CHARLESTON, W.Va. — Austin Caperton, a longtime coal executive and cousin of former Gov. Gaston Caperton, has been named the new secretary for the Department of Environmental Protection in Jim Justice’s administration.

In the announcement, both Caperton and Justice issued statements about balancing the need to protect the environment with the needs of businesses in West Virginia.

Austin Caperton

“Austin Caperton has the management experience to make the West Virginia DEP run efficiently,” Justice stated in his transition team’s announcement.

“Austin understands the energy sector of our state, and he will strike a balance between protecting our environment and getting rid of needless red tape that hurts job creation. He has the private sector experience I want to help me make state government operate with business-like accountability.”

Justice himself has significant coal holdings, inheriting his family’s mining business, Bluestone Coal Corp., selling some of it to the Russian company Mechel in 2009 before buying it back in 2015. Justice says he has turned over day-to-day operations of the coal holdings to his son Jay.

Earlier this fall, the federal Environmental Protection Agency reached a $6 million settlement with Justice’s Southern Coal Corp. and affiliates over pollution allegations. The settlement included $5 million for improvement measures and another $900,000 in penalties.

Caperton will replace Randy Huffman, who came up through the ranks at DEP before serving as secretary starting in 2008. Huffman announced last month that he would leave the agency to take a position at the Air National Guard.

For the past 27 years, Caperton has served as the president of Caperton Inc., a strategic business consulting company. The Justice administration’s announcement notes, “Caperton has experience working with companies to create jobs in the energy industry.”

Those experiences included executive positions with West Virginia coal operations, including A.T. Massey Coal Co. and its subsidiaries.

Caperton’s experience as a coal executive began in 1976 as assistant vice president of operations with Slab Fork Coal Company.

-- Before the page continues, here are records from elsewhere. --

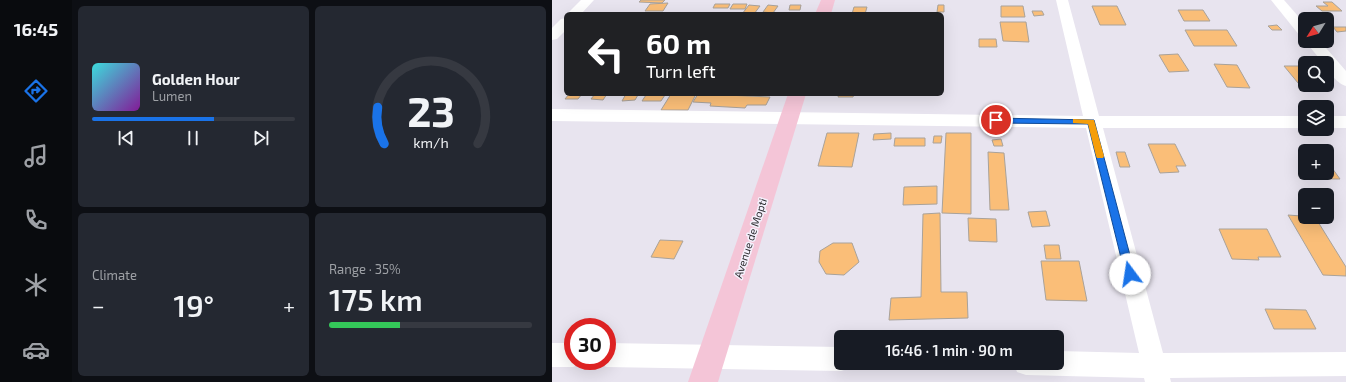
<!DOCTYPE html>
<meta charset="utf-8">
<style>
body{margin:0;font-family:"Exo 2",sans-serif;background:#242831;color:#f1f3f6;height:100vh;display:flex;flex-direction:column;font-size:15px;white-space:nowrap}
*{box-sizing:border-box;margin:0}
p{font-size:13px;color:#9ea1a6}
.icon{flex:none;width:22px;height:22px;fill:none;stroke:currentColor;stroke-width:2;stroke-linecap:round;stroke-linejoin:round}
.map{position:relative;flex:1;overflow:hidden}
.sheet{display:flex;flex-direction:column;gap:6px;padding:6px;background:#0d0f14;width:480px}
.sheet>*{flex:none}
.banner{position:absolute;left:12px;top:12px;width:380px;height:84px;border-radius:6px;box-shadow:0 4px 16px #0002;background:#202124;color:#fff;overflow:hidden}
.needle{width:26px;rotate:233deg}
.controls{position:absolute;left:746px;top:12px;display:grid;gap:8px}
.controls a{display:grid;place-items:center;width:36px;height:36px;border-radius:6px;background:#171b24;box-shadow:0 4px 16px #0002;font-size:20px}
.speed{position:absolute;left:12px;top:318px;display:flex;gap:8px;font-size:20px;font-weight:700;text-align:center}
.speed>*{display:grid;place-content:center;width:52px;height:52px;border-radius:50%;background:#171b24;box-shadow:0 4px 16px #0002;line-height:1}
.speed .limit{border:6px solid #d22;background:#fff;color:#111}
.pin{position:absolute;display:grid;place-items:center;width:34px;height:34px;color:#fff;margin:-17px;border:2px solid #fff;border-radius:50%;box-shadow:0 1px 4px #0007}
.me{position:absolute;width:44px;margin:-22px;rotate:346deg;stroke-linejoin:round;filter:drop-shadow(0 0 3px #0008)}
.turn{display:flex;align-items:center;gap:14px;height:84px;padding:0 16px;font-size:18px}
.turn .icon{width:52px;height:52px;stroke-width:2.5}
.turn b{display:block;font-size:28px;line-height:34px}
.big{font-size:30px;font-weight:600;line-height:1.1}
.sheet .tile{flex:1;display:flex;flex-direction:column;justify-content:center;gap:6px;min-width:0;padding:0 14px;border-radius:6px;background:#242831}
.sheet .dial{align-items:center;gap:0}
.dial svg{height:104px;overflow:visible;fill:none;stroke:#363941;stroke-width:7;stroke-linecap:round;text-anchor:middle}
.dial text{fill:#f1f3f6;stroke:none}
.song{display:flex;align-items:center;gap:12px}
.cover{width:48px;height:48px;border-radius:6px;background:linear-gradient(135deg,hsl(180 70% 55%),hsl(290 70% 35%))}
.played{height:4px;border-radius:2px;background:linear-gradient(90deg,#1a73e8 60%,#363941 60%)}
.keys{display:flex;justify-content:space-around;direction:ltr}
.heat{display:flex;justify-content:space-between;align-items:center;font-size:22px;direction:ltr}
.charge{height:6px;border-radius:3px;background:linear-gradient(90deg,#34c759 35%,#363941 0)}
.sheet .tiles{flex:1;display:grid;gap:6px;grid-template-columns:repeat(2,1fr)}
.trip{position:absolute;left:282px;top:330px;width:230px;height:40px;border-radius:6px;background:#171b24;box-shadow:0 4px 16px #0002;font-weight:600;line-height:40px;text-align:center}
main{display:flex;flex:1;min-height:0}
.menu{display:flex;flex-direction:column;width:72px;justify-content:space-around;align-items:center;background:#090b0e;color:#9ea1a6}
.menu .icon{width:28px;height:28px}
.menu .current{color:#1a73e8}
.menu b{font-size:18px;color:#f1f3f6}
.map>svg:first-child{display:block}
.building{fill:#fabe78;stroke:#a9a29a}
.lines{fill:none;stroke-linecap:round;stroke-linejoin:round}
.street{fill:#fff;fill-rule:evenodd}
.primary{fill:#f4c5d7;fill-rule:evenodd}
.route{fill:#1a73e8;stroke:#114b97}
.slow{fill:#f59e0b}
.labels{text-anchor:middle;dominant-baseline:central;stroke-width:3;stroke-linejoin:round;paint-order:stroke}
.street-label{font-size:11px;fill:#2d2c30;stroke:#f5f1fc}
</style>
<main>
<nav class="menu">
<b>16:45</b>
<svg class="icon current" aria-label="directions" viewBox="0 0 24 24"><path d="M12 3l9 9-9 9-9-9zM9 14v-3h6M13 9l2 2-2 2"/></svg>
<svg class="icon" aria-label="music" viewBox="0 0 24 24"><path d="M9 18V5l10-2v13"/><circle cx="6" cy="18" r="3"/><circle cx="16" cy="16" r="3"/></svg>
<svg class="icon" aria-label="phone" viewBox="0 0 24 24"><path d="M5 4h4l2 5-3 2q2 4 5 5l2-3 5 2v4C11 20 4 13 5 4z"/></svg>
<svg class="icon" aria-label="climate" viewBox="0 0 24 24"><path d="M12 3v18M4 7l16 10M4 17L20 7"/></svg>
<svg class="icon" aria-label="car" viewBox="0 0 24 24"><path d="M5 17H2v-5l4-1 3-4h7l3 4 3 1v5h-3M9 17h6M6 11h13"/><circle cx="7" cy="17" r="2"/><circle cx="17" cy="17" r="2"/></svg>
</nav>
<section class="sheet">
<div class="tiles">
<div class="tile">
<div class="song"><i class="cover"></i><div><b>Golden Hour</b><p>Lumen</p></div></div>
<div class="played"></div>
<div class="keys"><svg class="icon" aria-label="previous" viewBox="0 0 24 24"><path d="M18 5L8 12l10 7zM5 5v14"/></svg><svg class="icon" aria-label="pause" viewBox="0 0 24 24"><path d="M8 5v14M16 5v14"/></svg><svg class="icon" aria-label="next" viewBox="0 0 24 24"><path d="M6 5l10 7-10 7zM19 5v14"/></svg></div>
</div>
<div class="tile dial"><svg viewBox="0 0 100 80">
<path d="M14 69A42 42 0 1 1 86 69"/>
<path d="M14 69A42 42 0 0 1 9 41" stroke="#1a73e8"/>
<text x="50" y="56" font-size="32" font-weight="700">23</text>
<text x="50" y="72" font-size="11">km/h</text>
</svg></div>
<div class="tile"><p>Climate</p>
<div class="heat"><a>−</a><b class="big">19°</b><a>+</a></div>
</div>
<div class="tile"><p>Range · 35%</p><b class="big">175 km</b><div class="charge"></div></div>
</div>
</section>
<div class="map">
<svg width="794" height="382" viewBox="0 0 794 382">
<rect width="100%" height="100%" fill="#e8e4ef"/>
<g class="building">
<path d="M89,0h24l-3,3 -23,-1z"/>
<path d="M771,2h9l10,9h-20l-6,-5h12z"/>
<path d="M116,3l-5,8h-18l5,-7z"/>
<path d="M163,4h15l-2,4h-15z"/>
<path d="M181,4h14l-2,5h-15z"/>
<path d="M197,5l11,1 -6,8h-12z"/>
<path d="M216,5l10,1 -5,7 -10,-1z"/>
<path d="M238,5h11l-1,5h-11z"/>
<path d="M386,5h6v7h-7z"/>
<path d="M449,6h22l2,11h-24z"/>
<path d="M540,6h25l9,19h-26z"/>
<path d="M302,7h13l-2,7h-13z"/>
<path d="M626,10h25l7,11h-26z"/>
<path d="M480,11h10l2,4 -10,1z"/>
<path d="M753,16h14l3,3h-14z"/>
<path d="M448,22h26l3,20 -26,-1z"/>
<path d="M725,25l5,5h-10l-4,-4z"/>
<path d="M781,27h13v4l-9,1z"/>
<path d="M633,30h42l10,16h-43z"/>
<path d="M427,39h17l1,8h-18z"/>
<path d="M626,54l11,17 -20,1 -10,-17z"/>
<path d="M662,64l23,1 13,23 -23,-1z"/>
<path d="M732,66h21v19h17l3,3 -22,1z"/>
<path d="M17,94h13l-4,5h-13z"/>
<path d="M43,94h12l-4,6 -12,-1z"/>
<path d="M74,94h19l-7,1 -3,5 -13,1z"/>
<path d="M119,94h25l-8,16h-27z"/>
<path d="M146,94h5l67,3 -4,8h-19l-2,3 -35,-2 1,-3 -18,-1z"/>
<path d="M287,94h15l-1,3h-15z"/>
<path d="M94,95h19l-4,6h-19z"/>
<path d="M275,133h32l-7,34 -34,-1z"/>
<path d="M339,133v6l-18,1 1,-6z"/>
<path d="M394,133h25v81l-29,-1z"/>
<path d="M382,136h8l-1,7h-8z"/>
<path d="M343,138h30v8h-31z"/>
<path d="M449,139l2,7h-9l-2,-6z"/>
<path d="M596,144h27l11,22h-10l3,6 -19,1z"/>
<path d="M436,152l16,1 5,57h-19z"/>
<path d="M564,152h9l5,15h-10z"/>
<path d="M775,161l13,18h-16l-4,-6h7z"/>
<path d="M385,186v18l-34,1 1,-18z"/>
<path d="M494,211l4,15 -18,1 -4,-15z"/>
<path d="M388,213l1,79h26l1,26 -79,2 2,-22 30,-1 2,-83z"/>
<path d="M736,215l27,2 31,50v9l-23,-1z"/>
<path d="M416,218l28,1 1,23 -28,-1z"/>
<path d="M667,229h48l14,28h-23l1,3 -27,-1z"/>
<path d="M108,240l23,1 -9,18 -23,-2z"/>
<path d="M281,243h19l7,19 -15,13 -18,-1 -7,-12 1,-11z"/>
<path d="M492,245h15l2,14h-15z"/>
<path d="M489,261h38l8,40 -41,-1z"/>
<path d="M713,309l41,1 10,19h-42z"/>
</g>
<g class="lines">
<g class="street">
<path d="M29,0h13l-13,14h-14z"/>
<path d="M504,0h12l31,116h206v12h-202l60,225 183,-1v24l-176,2 1,4h-26l-1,-4 -118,-3 -9,-3 -3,-9h43v-12l82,2 -53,-225 -534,-7v-12l531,7z"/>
<path d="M719,0h13l21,24v13l-5,-1z"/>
<path d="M14,18v12l-9,9 -5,1v-12l9,-9z"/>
<path d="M753,41h15l26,30v15c-8,-2 -19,-14 -19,-23h-4z"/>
<rect x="775" y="116" width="19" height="12"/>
<path d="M0,343h21v18h10l-1,3 -9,3h-21z"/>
<path d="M55,343l234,4v16h11l-2,5 -9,3 -234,-4 -9,-3 -1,-3h10z"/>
</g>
<g class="primary">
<path d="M269,0h14l-4,14h-16z"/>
<path d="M236,94h18l-88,288h-30z"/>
</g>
</g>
<path class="route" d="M441,118l101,2 41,154 -1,4 -4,1 -3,-1 -2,-4 -37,-150 -92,-1 -3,-1z"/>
<path class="slow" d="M521,119l21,1 10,36 -1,2h-6l-1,-2 -8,-32 -15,-1z"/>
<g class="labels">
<g class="street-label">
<text transform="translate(198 238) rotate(-72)">Avenue de Mopti</text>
</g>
</g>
</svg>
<div class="controls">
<a><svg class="needle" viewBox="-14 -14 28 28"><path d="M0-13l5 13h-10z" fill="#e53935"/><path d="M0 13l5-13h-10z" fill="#9ea1a6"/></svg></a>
<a><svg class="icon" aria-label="search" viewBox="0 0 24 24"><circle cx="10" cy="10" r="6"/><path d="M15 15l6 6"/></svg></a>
<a><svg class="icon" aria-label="layers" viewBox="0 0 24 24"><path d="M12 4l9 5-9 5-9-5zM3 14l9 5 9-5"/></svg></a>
<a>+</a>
<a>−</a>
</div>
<div class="speed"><div class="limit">30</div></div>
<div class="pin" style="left:444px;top:120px;background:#d93025"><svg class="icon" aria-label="arrive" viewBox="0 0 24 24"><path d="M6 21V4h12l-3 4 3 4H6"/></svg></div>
<svg class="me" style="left:578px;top:274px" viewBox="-20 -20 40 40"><circle r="19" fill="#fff"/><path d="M0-13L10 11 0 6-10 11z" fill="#1a73e8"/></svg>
<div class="trip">16:46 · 1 min · 90 m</div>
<div class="banner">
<div class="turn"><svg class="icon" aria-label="left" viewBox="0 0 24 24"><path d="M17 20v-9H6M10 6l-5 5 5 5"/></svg><div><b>60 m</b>Turn left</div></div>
</div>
</div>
</main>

By 1980, he served as president of Slab Creek, a position he held for three years. He became corporate counsel for Massey Coal Services, starting in 1983 and remained with various branches of Massey, including serving as vice president of development for one year until 1989.

The Price of Justice: A True Story of Greed and Corruption,” a 2013 book about Massey Energy, briefly mentions the relationship between Caperton and Don Blankenship, who eventually became CEO of the company and who is now serving time in federal prison on a conspiracy charge following the fatal explosion at the company’s Upper Big Branch mine.

In that book, Blankenship is quoted as saying, “I knew Austin Caperton pretty well because he worked for quite a while at Massey and, at one time, was a candidate, I believe, to be president of Massey, back in the eighties.”

Caperton also has served as the director of the Beckley – Raleigh County Chamber of Commerce, United Bank WV, the West Virginia Council for Community & Economic Development and the vice chairman of the West Virginia Public Energy Authority.

He graduated with an engineering degree from Virginia Tech and a law degree from West Virginia University.

“This is a tremendous opportunity to serve the state I love so much,” Caperton stated in the announcement. “Just like Governor-elect Justice, and others in his cabinet, I’m walking away from a successful business career to play a part in turning around West Virginia. I look forward to working with the governor-elect to grow jobs while protecting our land, air, and water.”